What personal data flows occur when using Brave Rewards or connected wallets?
This fact-check may be outdated. Consider refreshing it to get the most current information.
Executive summary
Brave’s Rewards and Wallet ecosystem is designed to keep most ad-related signals local while requiring certain data flows when users connect a payout account or use custodial/on‑ramp services; connecting a custodial partner associates identifiable payment metadata with that partner and with Brave’s Rewards IDs in limited form [1] [2] [3]. Self‑custody via Brave Wallet keeps private keys local, but using swaps, on‑ramps, or custodial payouts creates transactional data flows to third parties that may include wallet addresses, IPs, amounts, custodial IDs and country codes [4] [2] [5].
1. How Brave Rewards and connected wallets actually link together
Brave Rewards (BAT earnings) requires a payout destination: users can connect a self‑custody wallet (Brave Wallet) or a custodial account from partners like Uphold, Gemini, bitFlyer or ZebPay; connecting gives Brave a destination to deposit BAT and unlocks full Rewards features [6] [1] [7]. A “connected Brave Rewards profile” therefore means a linkage between a Rewards Payment ID and either a custody provider ID or a self‑custody wallet address [8] [2].
2. What Brave says stays on device — and what it means
Brave emphasizes that ad matching and Brave Ads events are processed locally so browsing history and ad‑viewing activity “never leaves your browser,” using privacy‑preserving cryptographic protocols to anonymize automatic contributions and ad events [1] [9]. That design limits Big Tech‑style profiling inside Brave itself, but this claim applies primarily to ad targeting and Auto‑Contribute telemetry rather than to payment or custody operations [1] [9].

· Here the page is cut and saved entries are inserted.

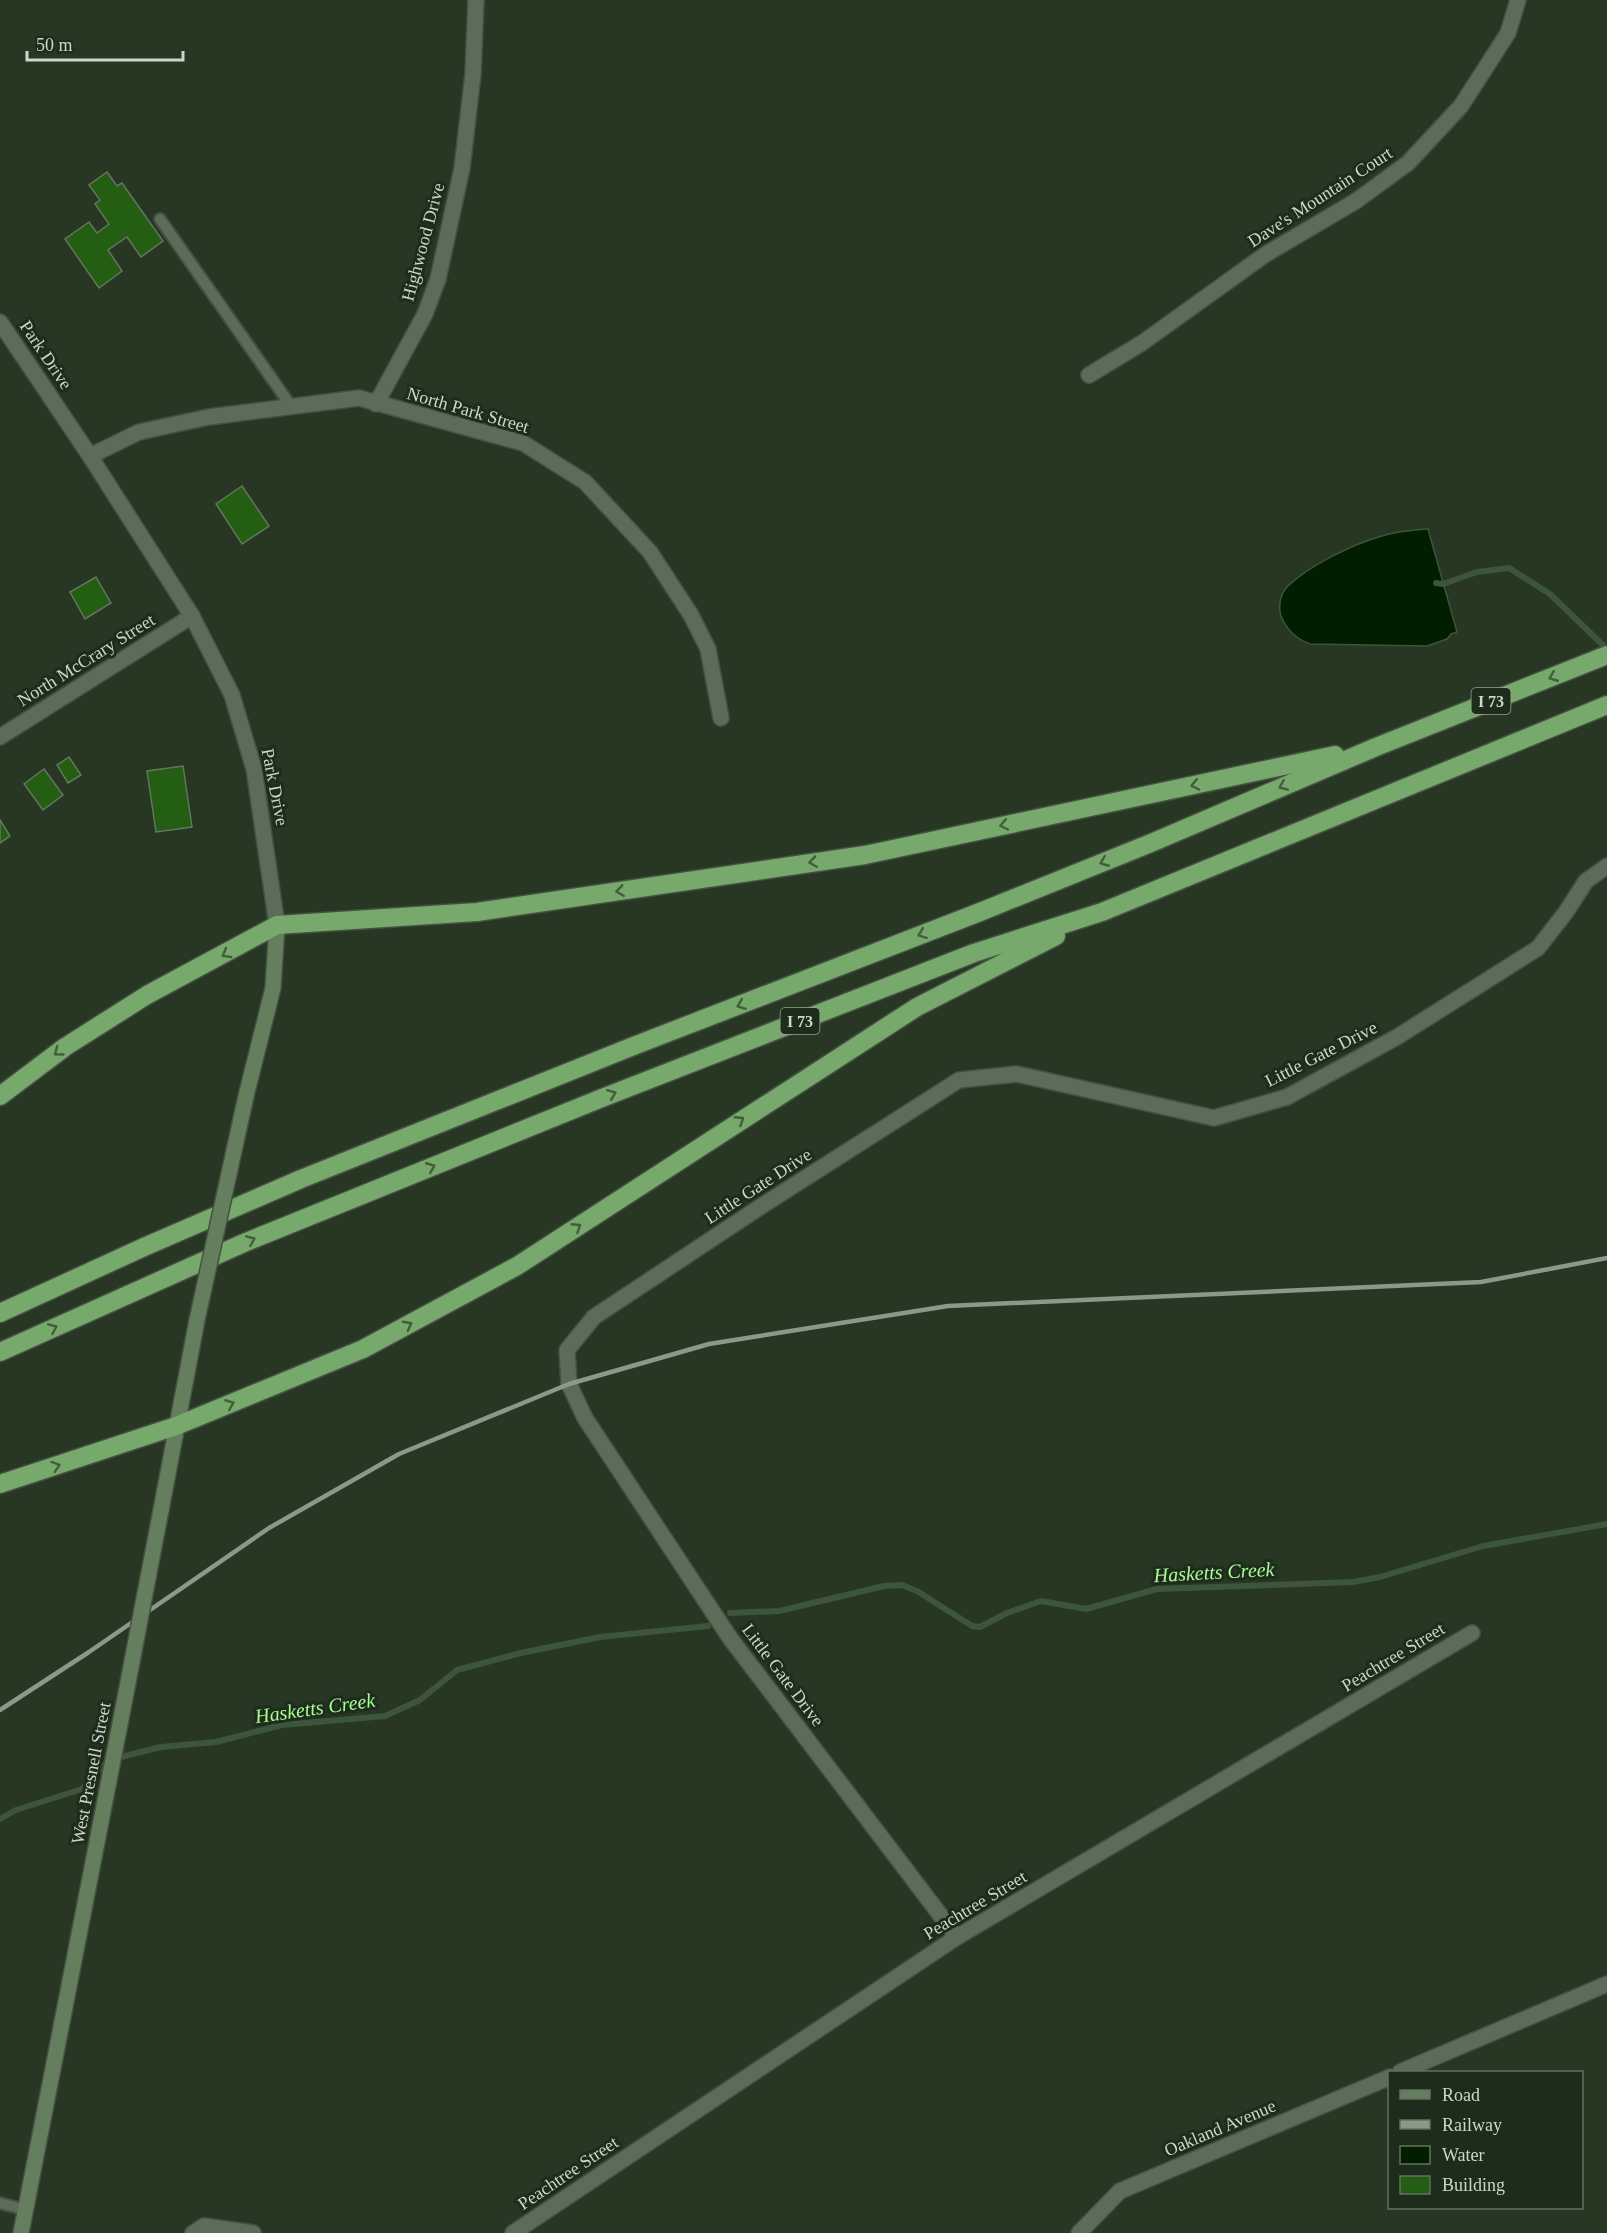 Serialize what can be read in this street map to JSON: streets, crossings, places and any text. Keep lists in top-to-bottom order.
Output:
{
  "streets": {
    "highway": ["I 73"],
    "main road": ["Park Drive", "West Presnell Street"],
    "street": [
      "Dave's Mountain Court",
      "Highwood Drive",
      "North Park Street",
      "North McCrary Street",
      "Little Gate Drive",
      "Peachtree Street",
      "Oakland Avenue"
    ]
  },
  "crossings": [
    ["Highwood Drive", "North Park Street"],
    ["Park Drive", "North McCrary Street"],
    ["Park Drive", "West Presnell Street"],
    ["Little Gate Drive", "Peachtree Street"]
  ],
  "water": ["Hasketts Creek"],
  "legend": [
    "Road",
    "Railway",
    "Water",
    "Building"
  ],
  "scale_bar": "50 m"
}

3. Data flows to custodial partners when accounts are connected
When a custodial account is connected, Brave receives some data from the custodial partner and, importantly, the custodian can see and record on‑demand contribution details such as amount and recipient; Brave warns users that custodians store personal account data for linked accounts and may record transaction details [3] [5]. Brave’s privacy page states that three elements become associated with a Rewards Payment ID when using custodial partners: a custodian ID, deposit address(es), and a country code — concrete identifiers that link on‑chain movements to custody accounts [2].
4. Self‑custody reduces third‑party exposure but not all metadata leakage
Using Brave Wallet as self‑custody keeps private keys and wallet management local to the device and Brave describes the Wallet as self‑custody where the user alone manages assets [7] [4]. However, certain operations like swaps, DEX aggregation, or blockchain interactions require sending wallet addresses and transaction data to third‑party aggregators (0x, Jupiter) or to services that will also process IP addresses to fulfil quotes and transactions — Brave says these parties “will ONLY use this data to fulfill the transaction” [2].
5. Third‑party on‑ramps, exchanges and sanctions checks create additional flows
Brave uses on‑ramp partners and exchanges for fiat‑to‑crypto and custodial linking; Brave says it proxies some requests in certain circumstances to avoid connecting requests to a user’s IP and aggregates anonymized statistics for transaction volumes, but it also passes wallet addresses/transactional data to service providers when necessary and enforces sanctions checks using an embedded SDN list [2]. That means compliance and payment routing create unavoidable exposures to partners and to the data those partners retain [2].
6. User control, deletion and the limits of Brave’s promises
Brave documents processes to request deletion of transaction data and clarifies that personal data for linked custodial accounts is stored by the custodians (Uphold, Gemini, bitFlyer) not Brave — a signal that users must deal with those providers’ policies for account data rights [5]. Brave also highlights that automatic contributions are anonymized, while on‑demand contributions from custodial accounts are visible to custodians, creating a clear divide in privacy outcomes depending on feature choices [9] [3].
7. Conclusion — tradeoffs, transparency and what to watch
The Brave architecture delivers real privacy advantages for ad‑related signals by keeping them local, but any payout, swap, on‑ramp or custodial connection necessarily routes personal and transaction metadata to external partners (custodian IDs, deposit addresses, country codes, amounts, recipients, sometimes IPs), and custodians control much of the stored personal data [1] [2] [5]. Users seeking maximal privacy must weigh the tradeoff: self‑custody limits how much outside parties can link earnings to identities, while connecting custodial accounts provides convenience at the cost of sharing identifiable payment metadata with third parties [7] [3].